Die Ausstellung veranschaulicht eindrucksvoll, wie eng Dinosaurier und Vögel verwandt sind, und bietet zugleich einen Einblick in die Entwicklung der Blütenpflanzen. Der erste Dino, bei dem Federn nachgewiesen wurden, war der Sinosauropteryx prima. Er wurde 1996 in Liaoning entdeckt. Die Ur-Federn hatten sich aus Reptilienschuppen entwickelt und waren hohle Borsten. Erst bei räuberischen Dinosauriern entwickelten sich die verzweigte Federn, wie man sie von Vögeln kennt.

Die vergleichsweise späte Erkenntnis, dass Dinosaurier Federn hatten, hatte ihren Grund im Zustand der Fossilien. Knochen und Zähne blieben oft erhalten, feinere Strukturen waren häufig verloren gegangen. Anders in Liaoning: dort hatten sich durch Aschewolken sehr feine Sedimente gebildet, in denen wertvolle Details Jahrmillionen überstanden.

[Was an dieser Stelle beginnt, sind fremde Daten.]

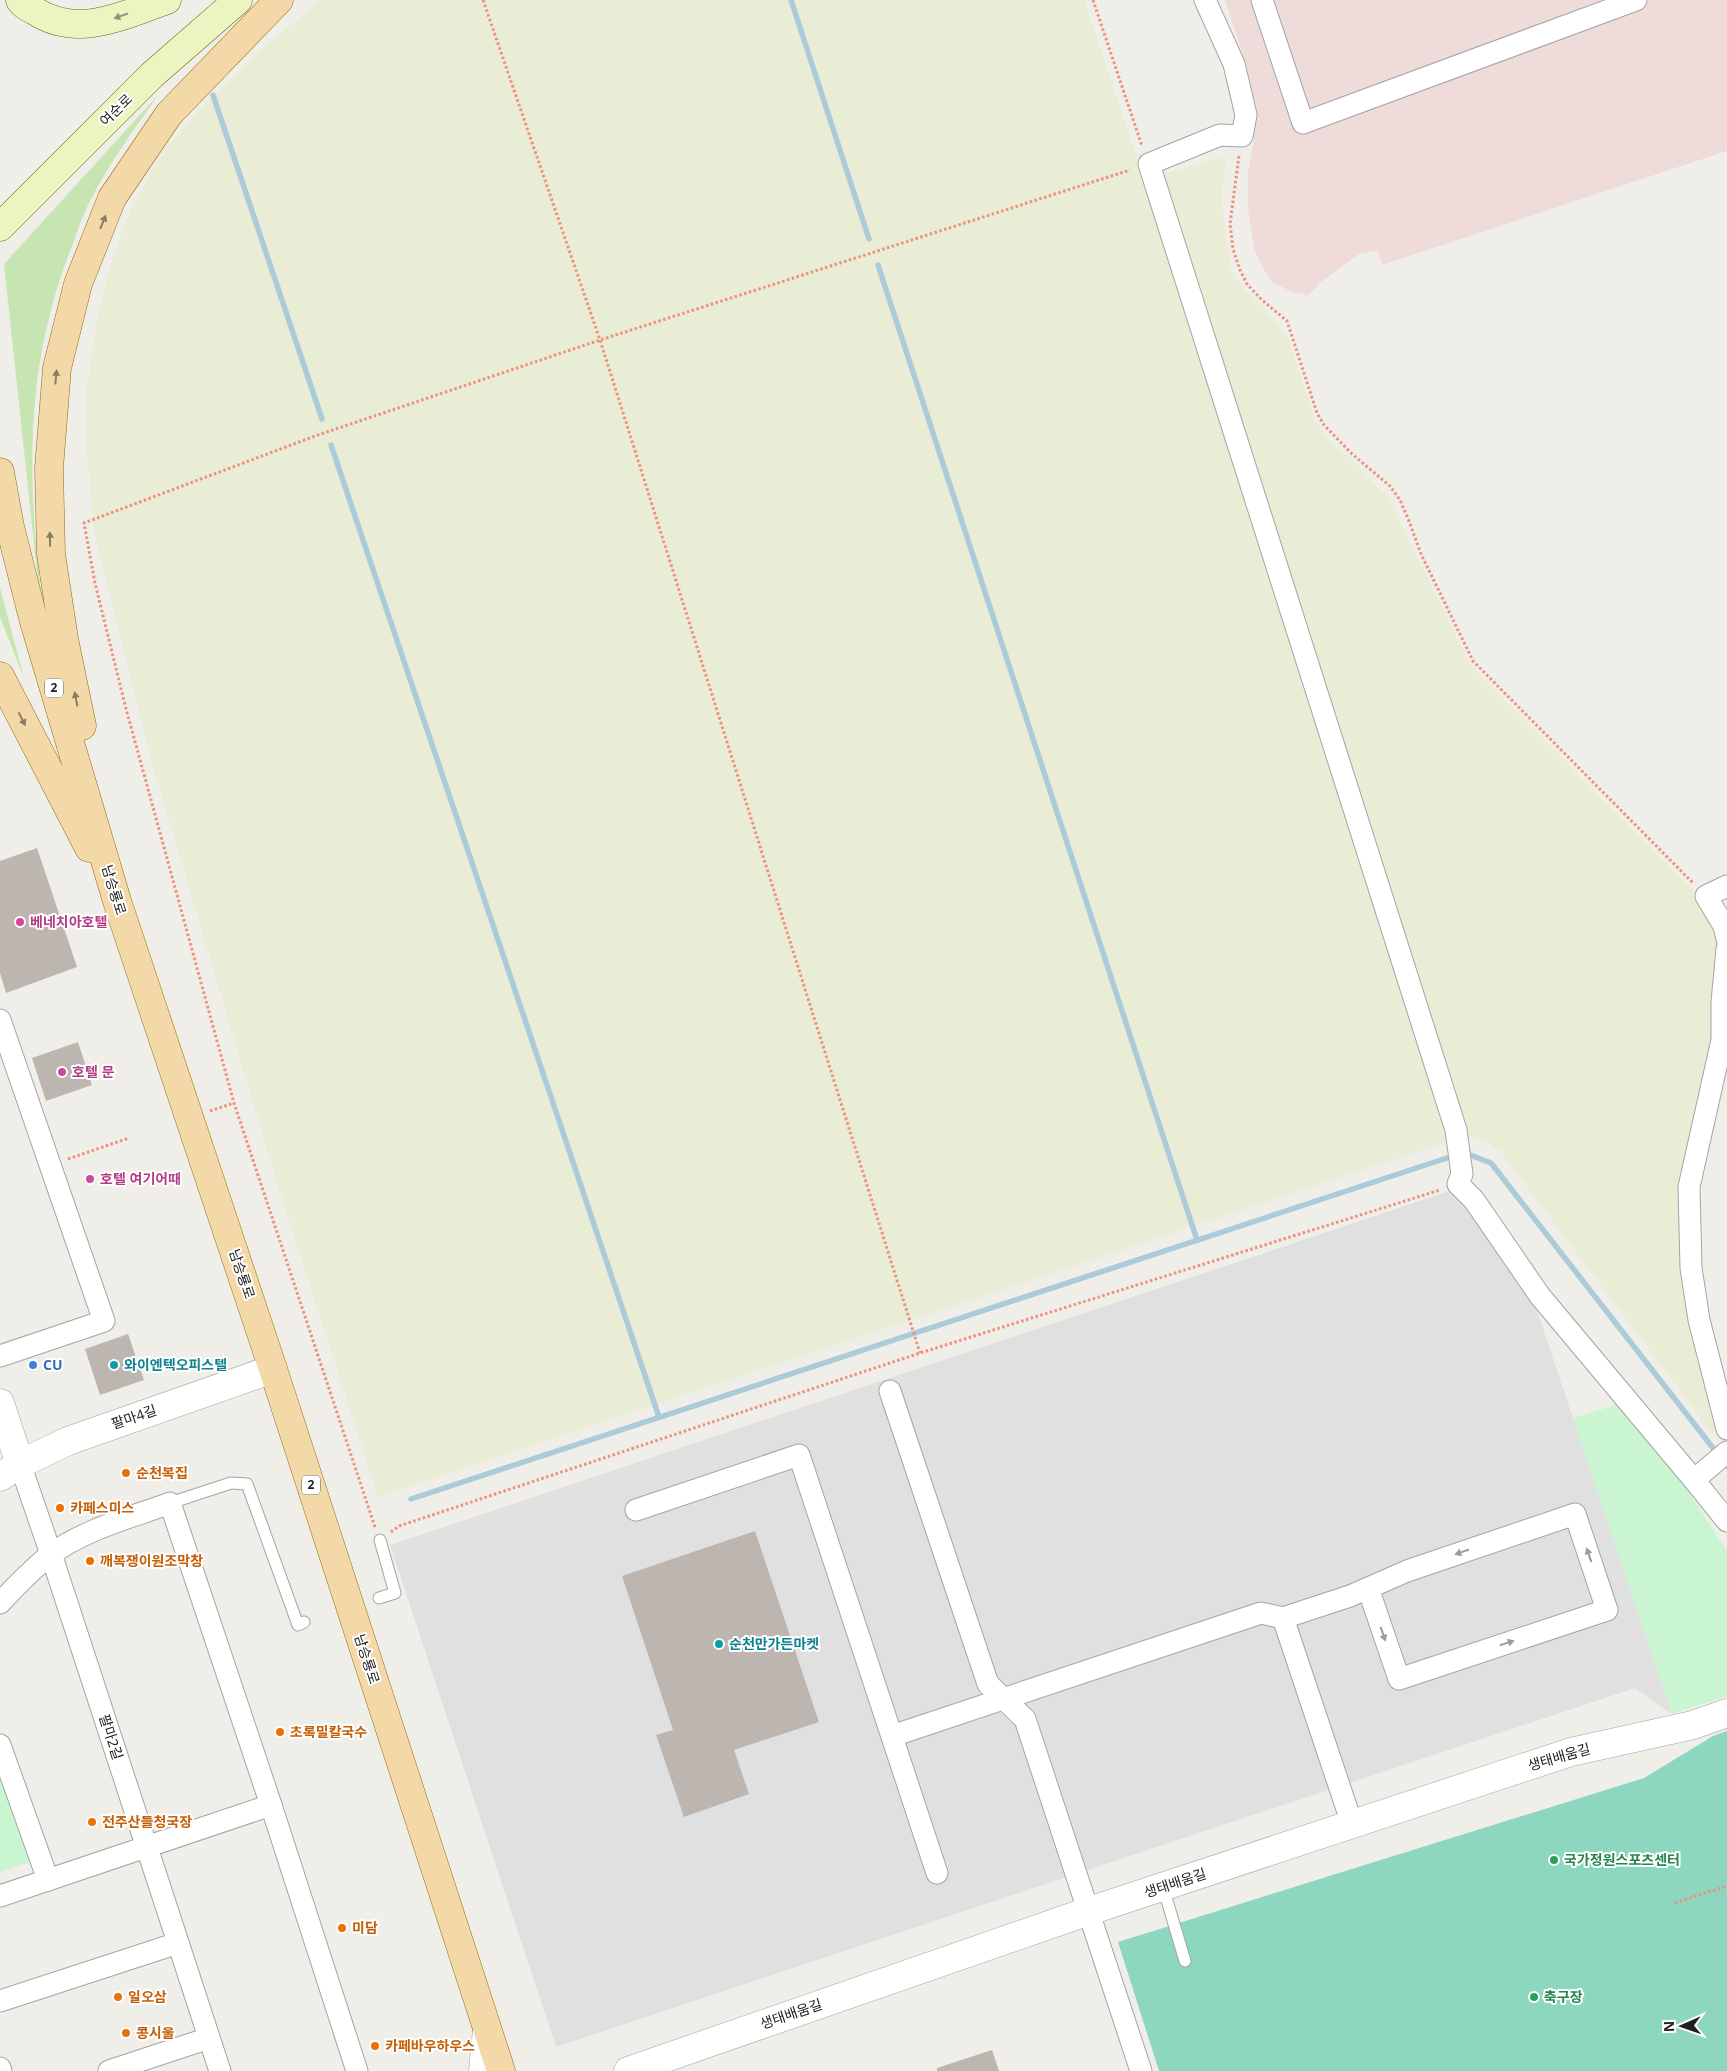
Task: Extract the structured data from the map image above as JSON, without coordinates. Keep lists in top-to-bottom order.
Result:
{
  "streets": {
    "main road": ["여순로", "2", "남승룡로"],
    "street": ["팔마4길", "팔마2길", "생태배움길"]
  },
  "crossings": [
    ["남승룡로", "팔마4길"],
    ["팔마4길", "팔마2길"]
  ],
  "places": [
    "베네치아호텔",
    "호텔 문",
    "호텔 여기어때",
    "CU",
    "와이엔텍오피스텔",
    "순천복집",
    "카페스미스",
    "깨복쟁이원조막창",
    "순천만가든마켓",
    "초록밀칼국수",
    "전주산들청국장",
    "국가정원스포츠센터",
    "미담",
    "일오삼",
    "축구장",
    "콩시울",
    "카페바우하우스"
  ],
  "north": "left"
}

Die meisten Stücke sind rund 125 Millionen Jahr alt. „Wir konnten wichtige Lücken schließen. Es gibt viele Fragen, die wir heute besser beantworten können als noch vor 10 bis 20 Jahren“, sagt der Stuttgarter Saurierexperte Rainer Schoch.

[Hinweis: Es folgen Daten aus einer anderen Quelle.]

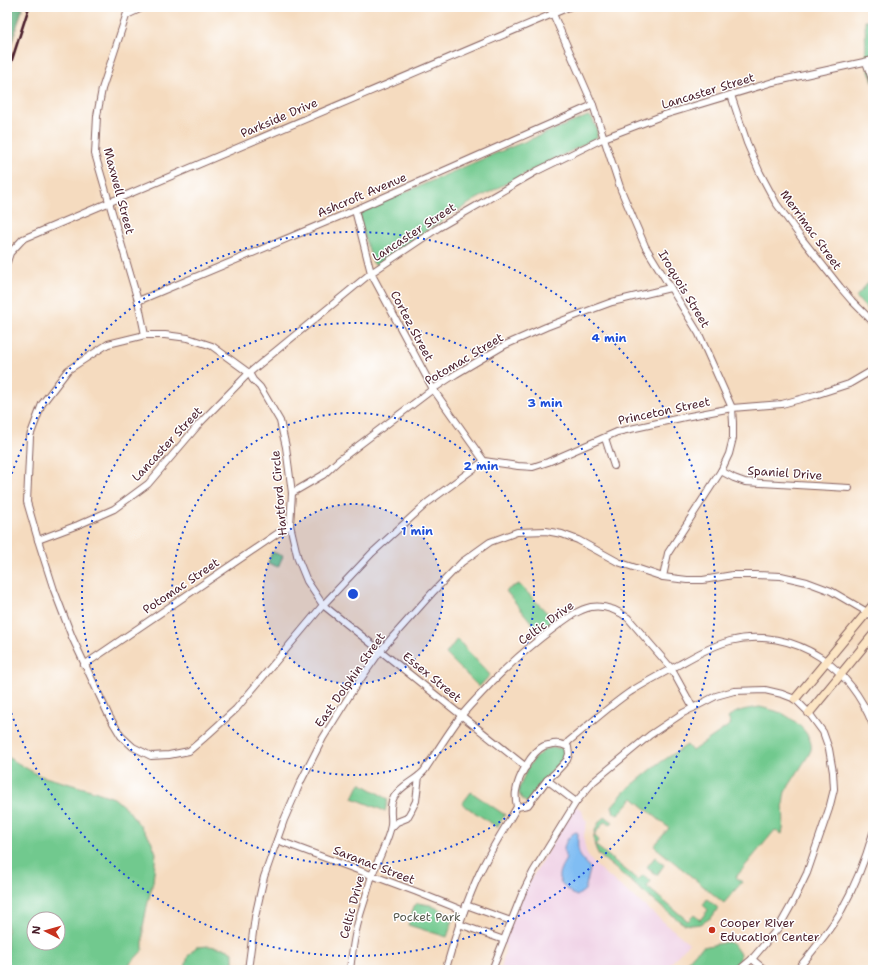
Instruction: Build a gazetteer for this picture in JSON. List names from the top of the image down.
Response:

Zum ersten Mal außerhalb Chinas zu sehen ist der vogelähnliche Anchiornis huxleyi. Er ist rund 160 Millionen Jahre alt und damit älter als der bekannte Urvogel Archaeopteryx. „Weil der Fund so gut erhalten ist, gibt er uns wichtige Hinweise auf die Stammesgeschichte“, erklärt Schoch. Der Anchiornis habe nicht so gut fliegen können wie der Archaeopteryx. Untersuchungen der Pigmentdichte hätten gezeigt, dass er graues Gefieder am Körper, schwarze Flügel und rote Wangen gehabt hat.

Federschwingen für den Gleitflug von Baum zu Baum

Besonders eindrucksvoll ist das Modell, das Stuttgarter Wissenschaftler nach Skelettfunden vom Microraptor gui gefertigt haben. Das Kerlchen hatte einen Raptorenschädel, ein schwarzes Federkleid und bereits Schwingen wie die Urvögel. Allerdings hatte der Microraptor fast ebenso lange Federn an den Unterschenkeln wie an den Armen. Schoch geht davon aus, dass der eifrige Kletterer sie für den Gleitflug von Baum zu Baum brauchte.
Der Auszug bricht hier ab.